Spencer Whipple (born March 18, 1989) is an American professional football coach who is the quarterbacks coach for the Jacksonville Jaguars of the National Football League (NFL). He previously served in various assistant coaching roles for the Arizona Cardinals from 2019 to 2024 and previously coached five seasons at UMass.

==Early life==
Spencer Whipple is the son of former UMass head coach, former Pittsburgh offensive coordinator Mark Whipple and former offensive coordinator for the Nebraska Cornhuskers. Spencer attended Pine-Richland High School (PA). During his senior season, he threw for nearly 1,500 and 11 touchdowns. He helped lead the Pine-Richland High School Rams to an 11-1 record and the subsequent Greater Allegheny Conference Championship.

==Playing career==
In 2007, Whipple made the Pittsburgh team as a walk-on quarterback.
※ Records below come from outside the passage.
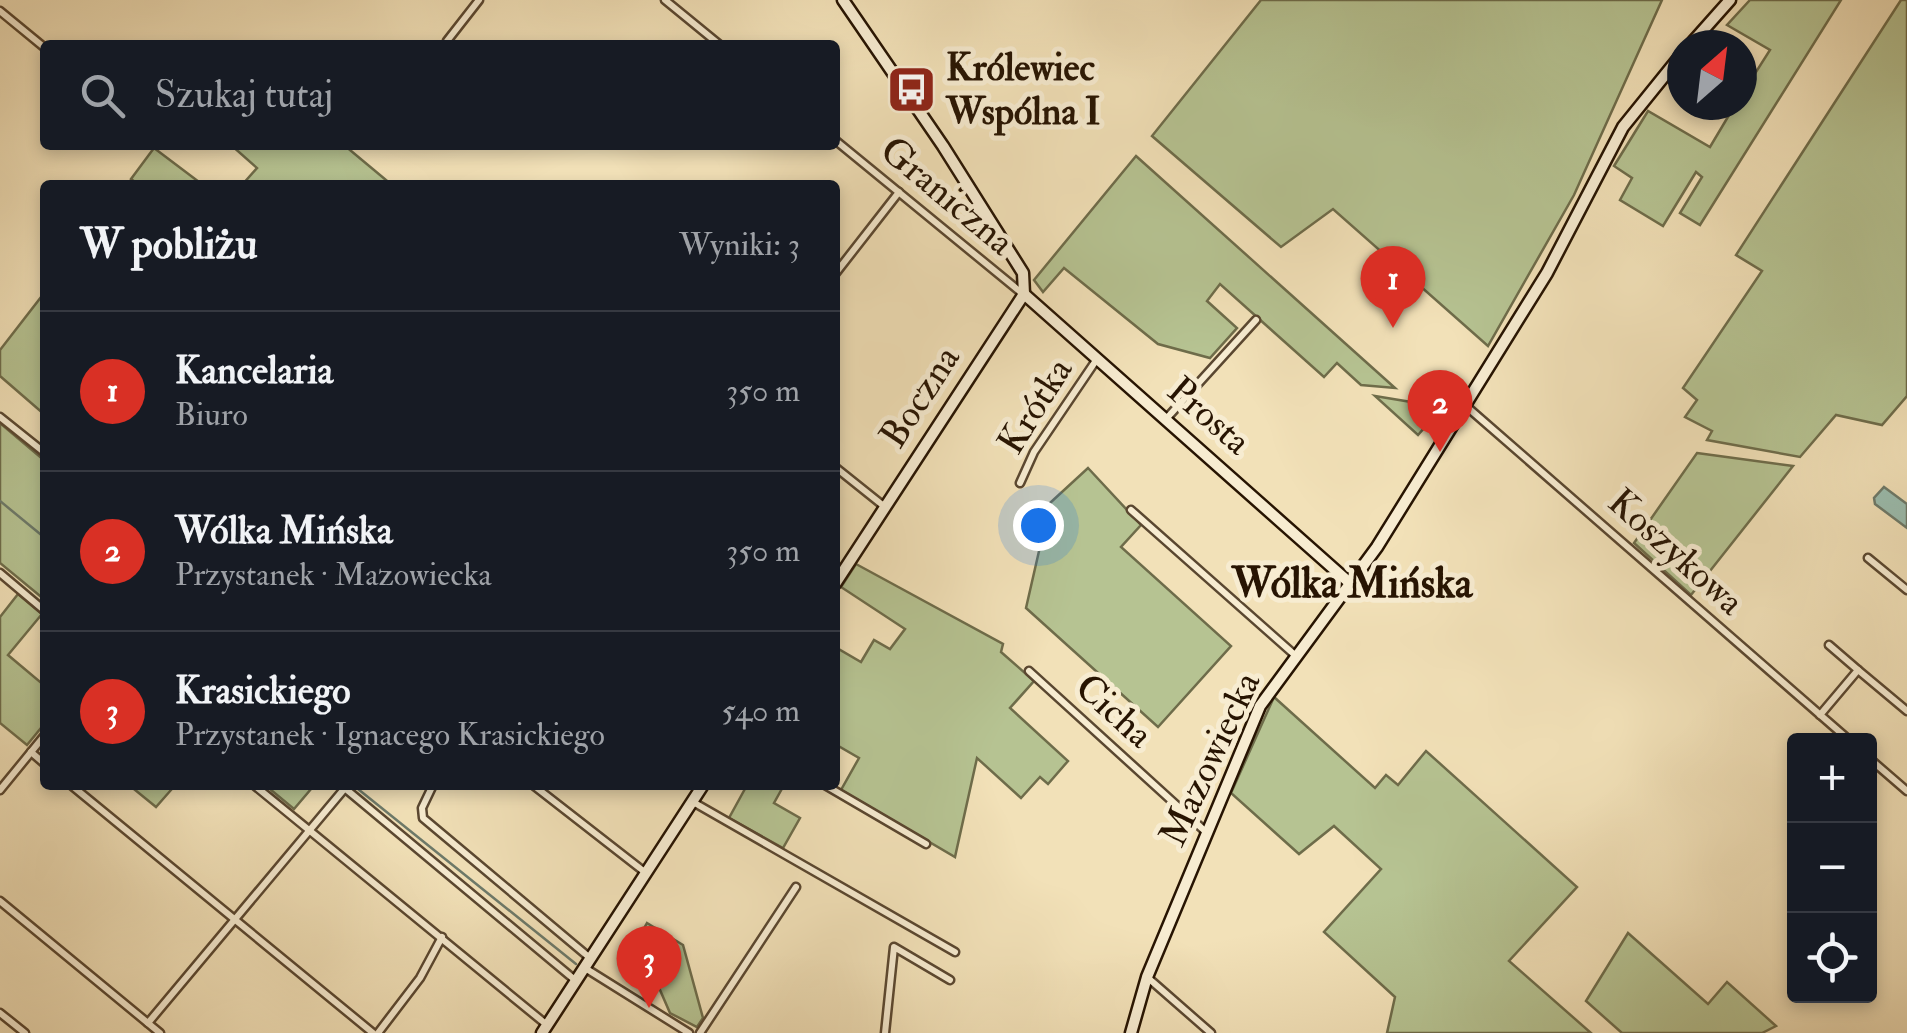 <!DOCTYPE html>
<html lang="pl">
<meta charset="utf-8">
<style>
:root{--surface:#171b24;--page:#20242c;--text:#f1f3f6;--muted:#9ea1a6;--line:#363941;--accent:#d93025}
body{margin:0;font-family:"IM FELL Double Pica",serif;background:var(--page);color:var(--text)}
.controls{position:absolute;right:30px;bottom:30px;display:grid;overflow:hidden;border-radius:10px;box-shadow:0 5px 15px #0003}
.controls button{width:90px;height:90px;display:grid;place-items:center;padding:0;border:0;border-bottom:2px solid var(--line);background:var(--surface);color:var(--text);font:50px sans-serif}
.compass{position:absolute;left:1667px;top:30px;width:90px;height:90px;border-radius:50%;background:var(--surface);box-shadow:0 5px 15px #0003;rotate:28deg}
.you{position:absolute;left:1038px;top:525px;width:35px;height:35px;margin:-25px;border:8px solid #fff;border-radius:50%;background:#1a73e8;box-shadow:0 0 0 15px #1a73e833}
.badge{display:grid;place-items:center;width:65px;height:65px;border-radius:50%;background:var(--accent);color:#fff;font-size:32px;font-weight:700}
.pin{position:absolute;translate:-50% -82px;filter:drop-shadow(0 2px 5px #0008)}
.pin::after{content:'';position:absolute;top:52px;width:35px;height:30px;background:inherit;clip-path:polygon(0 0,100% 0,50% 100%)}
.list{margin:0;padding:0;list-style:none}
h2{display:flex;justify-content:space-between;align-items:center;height:130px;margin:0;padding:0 40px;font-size:42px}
h2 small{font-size:32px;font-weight:400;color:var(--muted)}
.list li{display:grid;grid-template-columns:65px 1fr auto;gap:30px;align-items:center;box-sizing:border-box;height:160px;padding:0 40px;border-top:2px solid var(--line)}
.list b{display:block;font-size:38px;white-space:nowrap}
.list p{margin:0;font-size:32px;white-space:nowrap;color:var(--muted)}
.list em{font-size:32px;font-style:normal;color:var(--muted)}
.icon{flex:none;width:55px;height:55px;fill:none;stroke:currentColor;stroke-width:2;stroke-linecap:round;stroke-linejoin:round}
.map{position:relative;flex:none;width:1907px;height:1033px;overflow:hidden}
.search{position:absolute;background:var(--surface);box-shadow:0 5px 15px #0003;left:40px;top:40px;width:800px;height:110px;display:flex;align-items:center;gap:25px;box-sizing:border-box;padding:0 35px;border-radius:10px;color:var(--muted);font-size:38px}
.panel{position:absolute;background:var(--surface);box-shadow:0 5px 15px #0003;left:40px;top:180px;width:800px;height:610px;border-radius:10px}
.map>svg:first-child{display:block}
.green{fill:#b6c392;stroke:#6e6c4a;stroke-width:2.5}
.water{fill:#9bbeb0;stroke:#6d7a6a;stroke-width:2.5}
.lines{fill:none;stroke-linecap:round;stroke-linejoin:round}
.stream{stroke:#6d7a6a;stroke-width:2.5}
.street-casing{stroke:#5a4730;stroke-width:11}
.secondary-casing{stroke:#271402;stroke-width:15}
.street{stroke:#f7ecd1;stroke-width:6}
.secondary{stroke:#f7ecd1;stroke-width:10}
.labels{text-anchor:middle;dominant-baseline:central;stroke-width:10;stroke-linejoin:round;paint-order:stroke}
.poi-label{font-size:38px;font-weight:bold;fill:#271402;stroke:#f7ecd1;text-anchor:start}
.street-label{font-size:38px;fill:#271402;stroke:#f7ecd1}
.quarter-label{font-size:42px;font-weight:bold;fill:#271402;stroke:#f7ecd1}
</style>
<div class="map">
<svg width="1907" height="1033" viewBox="0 0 1907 1033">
<rect width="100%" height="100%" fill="#f2e1b8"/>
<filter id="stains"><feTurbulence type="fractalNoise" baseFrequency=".002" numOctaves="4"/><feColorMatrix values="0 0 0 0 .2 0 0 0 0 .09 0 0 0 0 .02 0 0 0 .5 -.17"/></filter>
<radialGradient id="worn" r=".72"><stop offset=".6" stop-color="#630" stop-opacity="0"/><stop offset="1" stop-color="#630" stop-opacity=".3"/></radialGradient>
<!-- green -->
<g class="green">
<polygon points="1261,0 1662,0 1574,195 1488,346 1333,209 1281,247 1152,136"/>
<polygon points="1750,0 1841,0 1700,225 1680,213 1702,177 1696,172 1663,226 1620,200 1632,178 1614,166 1648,111 1710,147 1735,105 1742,105 1742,94 1770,50 1727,25"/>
<polygon points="1901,0 1907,0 1907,396 1882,425 1836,415 1800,457 1707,440 1712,431 1685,417 1697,400 1683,388 1762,271 1736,255"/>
<polygon points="231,145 344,145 392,185 242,185 257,168"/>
<polygon points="154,148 203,185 139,185 131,179"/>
<polygon points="1136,156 1395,388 1361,385 1337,363 1324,377 1220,284 1207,301 1237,328 1210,358 1158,344 1064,268 1043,292 1034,280"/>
<polygon points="45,292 45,415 0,376 0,350"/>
<polygon points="1375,396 1411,402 1431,420 1418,435"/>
<polygon points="0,423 45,461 45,600 0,563"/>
<polygon points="1697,453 1793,466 1691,595 1634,543"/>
<polygon points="1088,468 1141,525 1121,547 1231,646 1158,727 1026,608 1050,503"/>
<polygon points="856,564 1003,644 1001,652 1034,681 1010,708 1068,761 1048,784 1040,777 1021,798 977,758 955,857 841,790 859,758 835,744 835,647 861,662 874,640 890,649 905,629 841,587"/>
<polygon points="18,594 42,614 8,655 45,686 45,723 27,745 0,723 0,617"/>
<polygon points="1274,697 1375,788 1386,775 1398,785 1426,751 1577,887 1509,961 1591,1033 1387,1033 1395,997 1324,932 1381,869 1334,826 1299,854 1231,793"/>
<polygon points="129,785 165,785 171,790 156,807"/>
<polygon points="265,785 305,785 311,789 294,809"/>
<polygon points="743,785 784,785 774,803 800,818 783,848 729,818 746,787"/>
<polygon points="647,923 683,945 703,1018 697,1027 670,1013 638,939"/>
<polygon points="1628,933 1708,1004 1727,982 1776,1026 1762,1033 1622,1033 1586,1001"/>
</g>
<!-- water -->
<polygon class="water" points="1884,487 1907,504 1907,528 1875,504 1874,498"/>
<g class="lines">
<!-- stream -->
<g class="stream">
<polyline points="0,501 45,538"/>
<polyline points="353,785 576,964"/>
</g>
<defs>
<g id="street">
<polyline points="665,0 720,45"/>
<polyline points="0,11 45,48"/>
<polyline points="447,41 479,0"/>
<polyline points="835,140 1023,294"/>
<polyline points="835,274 899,192"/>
<polyline points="1466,406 1849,740"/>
<polyline points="0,417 45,453"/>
<polyline points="1166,419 1256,320"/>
<polyline points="835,467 885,507"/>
<polyline points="1020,483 1034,452 1097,359"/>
<polyline points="1131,510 1296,656"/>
<polyline points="1868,558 1907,590"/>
<polyline points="0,573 45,611"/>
<polyline points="1858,670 1907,711"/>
<polyline points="1029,671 1206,832"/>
<polyline points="1820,715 1858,670 1829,645"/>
<polyline points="31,752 45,764"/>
<polyline points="1870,759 1907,791"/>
<polyline points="71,785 373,1033"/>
<polyline points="254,785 547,1025"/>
<polyline points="341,785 575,980"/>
<polyline points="433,785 422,808 423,818 590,958"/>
<polyline points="533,785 646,873"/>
<polyline points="825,785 926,844"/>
<polyline points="0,790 45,735"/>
<polyline points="693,802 955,952"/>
<polyline points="0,901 160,1033"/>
<polyline points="585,968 689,1033"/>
<polyline points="1147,977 1211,1033"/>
<polyline points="0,1013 25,1033"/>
<polyline points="148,1023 345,788"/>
<polyline points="378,1033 420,978 442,937"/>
<polyline points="700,1033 796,887"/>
<polyline points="885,1033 894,947 950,980"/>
</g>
<g id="secondary">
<polyline points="843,0 943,146 1023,273 1024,294"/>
<polyline points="1690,45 1730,0"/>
<polyline points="1024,294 1352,585"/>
<polyline points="835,584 1024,294"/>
<polyline points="542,1033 703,785"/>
<polyline points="1131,1033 1147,977 1260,706 1377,547 1547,273 1623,127 1682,54"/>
</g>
</defs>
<!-- street casing -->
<use href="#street" class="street-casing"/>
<!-- secondary casing -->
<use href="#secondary" class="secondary-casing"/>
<!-- street -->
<use href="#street" class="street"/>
<!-- secondary -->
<use href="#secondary" class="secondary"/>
</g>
<!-- icons -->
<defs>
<symbol id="bus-square" viewBox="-11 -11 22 22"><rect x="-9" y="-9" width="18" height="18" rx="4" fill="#8f2418" stroke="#f7ecd1"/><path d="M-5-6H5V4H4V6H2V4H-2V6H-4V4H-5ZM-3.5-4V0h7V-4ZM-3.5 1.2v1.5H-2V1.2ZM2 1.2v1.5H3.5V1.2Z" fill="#fff"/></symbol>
</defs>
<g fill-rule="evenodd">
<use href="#bus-square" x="884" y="62" width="55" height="55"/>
</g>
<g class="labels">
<!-- poi labels -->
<g class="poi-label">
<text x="946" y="68">Królewiec<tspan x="946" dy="44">Wspólna I</tspan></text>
</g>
<!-- street labels -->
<g class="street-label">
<text transform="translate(947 196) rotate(40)">Graniczna</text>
<text transform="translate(920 397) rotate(-57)">Boczna</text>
<text transform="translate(1035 406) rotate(-58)">Krótka</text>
<text transform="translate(1209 416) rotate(41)">Prosta</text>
<text transform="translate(1676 552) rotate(42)">Koszykowa</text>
<text transform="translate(1114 711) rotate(42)">Cicha</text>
<text transform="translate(1210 759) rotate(-65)">Mazowiecka</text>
</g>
<!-- quarter labels -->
<g class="quarter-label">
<text x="1352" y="584">Wólka Mińska</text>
</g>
</g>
<rect width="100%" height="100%" filter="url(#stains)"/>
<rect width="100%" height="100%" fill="url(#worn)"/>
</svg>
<div class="controls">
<button>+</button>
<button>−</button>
<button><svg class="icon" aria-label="locate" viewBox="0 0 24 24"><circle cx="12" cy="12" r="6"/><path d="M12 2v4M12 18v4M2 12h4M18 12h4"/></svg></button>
</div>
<svg class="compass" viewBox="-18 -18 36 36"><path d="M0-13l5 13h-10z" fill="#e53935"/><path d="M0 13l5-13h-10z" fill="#9ea1a6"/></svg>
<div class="you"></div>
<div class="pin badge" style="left:1393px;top:328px">1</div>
<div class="pin badge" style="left:1440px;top:452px">2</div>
<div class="pin badge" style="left:649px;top:1008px">3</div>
<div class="search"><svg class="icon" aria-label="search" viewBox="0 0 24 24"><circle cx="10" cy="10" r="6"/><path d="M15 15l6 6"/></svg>Szukaj tutaj</div>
<section class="panel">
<h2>W pobliżu<small>Wyniki: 3</small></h2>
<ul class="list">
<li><span class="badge">1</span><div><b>Kancelaria</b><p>Biuro</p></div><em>350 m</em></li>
<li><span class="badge">2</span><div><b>Wólka Mińska</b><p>Przystanek · Mazowiecka</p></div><em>350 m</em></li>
<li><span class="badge">3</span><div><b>Krasickiego</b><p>Przystanek · Ignacego Krasickiego</p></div><em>540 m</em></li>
</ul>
</section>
</div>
He then spent the 2008 season at UMass with the Minutemen, serving as an understudy for quarterback Liam Coen. In 2009, Whipple transferred to Miami where his father, Mark Whipple, was the offensive coordinator. As the team's holder and backup quarterback, Whipple played in each game at Miami in 2010 and 2011. In 2011, his senior season, Whipple received the Mariutto Family Scholar-Athlete Award. That season, as the team's holder, he helped lead the Hurricanes to a perfect 39-for-39 on PAT attempts, as well as 11-for-14 on field goals.

==Coaching career==

===Pittsburgh===
In 2012, Whipple joined Pittsburgh as a defensive graduate assistant and video assistant under head coach Paul Chryst.

===UMass===
In 2014, Whipple was hired as the tight ends coach for UMass. He joined his father, Mark Whipple, who was starting his second stint as head coach at UMass. In 2015, Spencer was named wide receivers coach, a position he held through the 2017 season. On February 5, 2018, he was promoted to passing game coordinator and quarterbacks coach.

===Arizona Cardinals===
On February 6, 2019, Whipple was hired by the Arizona Cardinals as an offensive quality control coach under head coach Kliff Kingsbury. On February 5, 2020, Whipple was promoted to assistant wide receivers coach. On May 10, 2022, he was promoted to co–pass game coordinator along with Cameron Turner.

On March 1, 2023, Whipple's role was shifted to pass game specialist.

===Jacksonville Jaguars===
On February 4, 2025, the Jacksonville Jaguars hired Whipple to serve as their quarterbacks coach.